Materials and methods

Motivating example RESCUE trial

The RESCUE trial was a randomized controlled double-blind trial.²⁸ The purpose of this study was to evaluate the effect of adjunctive oral steroids on preventing renal scarring in young children and infants with febrile UTIs compared to antibiotics alone.

The primary outcome was the difference in scarring proportions between treatment arms. The study has been designed in a frequentist setting.
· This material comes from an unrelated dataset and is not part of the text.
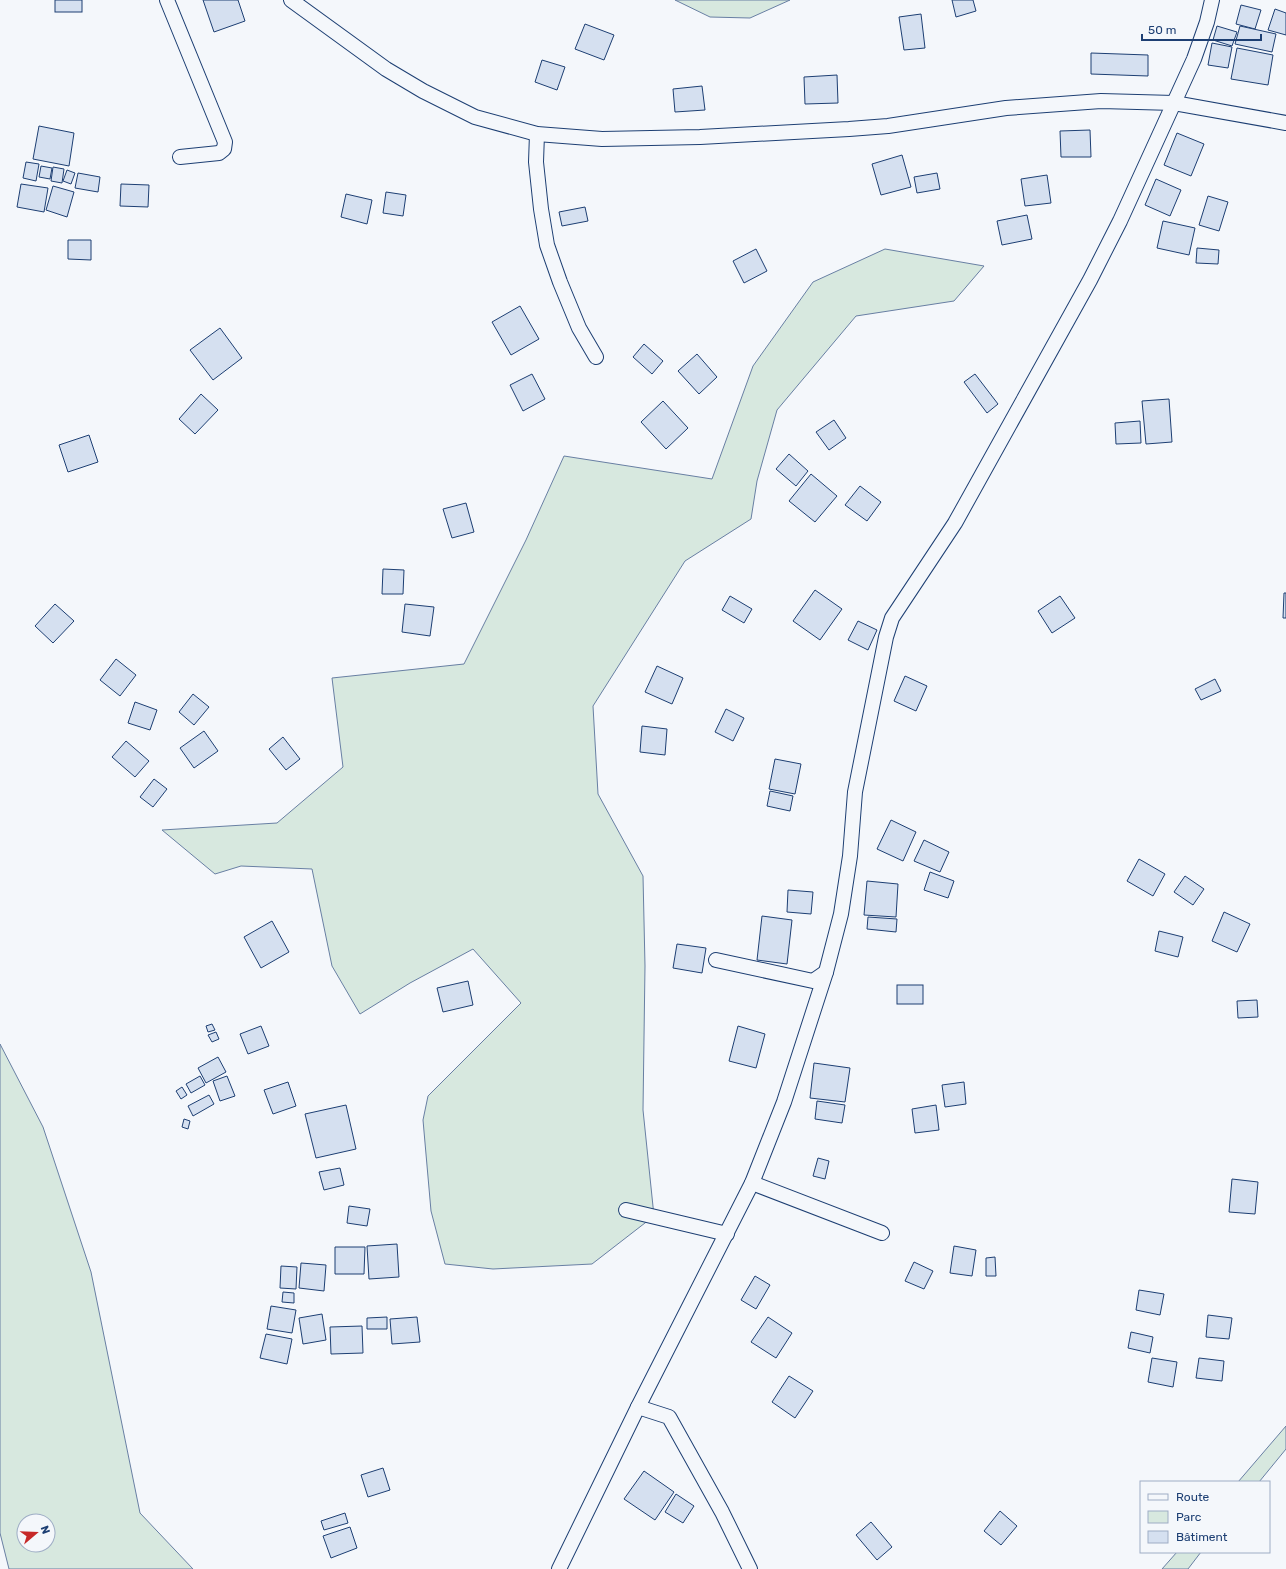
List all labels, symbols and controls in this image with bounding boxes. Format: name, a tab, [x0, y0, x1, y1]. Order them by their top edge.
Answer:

By protocol, a sample size of 92 randomized patients per arm was required, also considering 20% of losses to follow-up.

After two years of study conduction, only 18 recruited patients completed the follow-up to determine the study outcome, which resulted in a loss in the final power of 63%.

According to the protocol, some issues raised in trial conduction for the outcome assessment (presence of a renal scar on renal scintigraphy) occurred at the 6-month follow-up. However, during the study, several patients were lost to follow-up, as parents thought that the scintigraphy at 6 months was useless after the resolution of the acute UTI episode.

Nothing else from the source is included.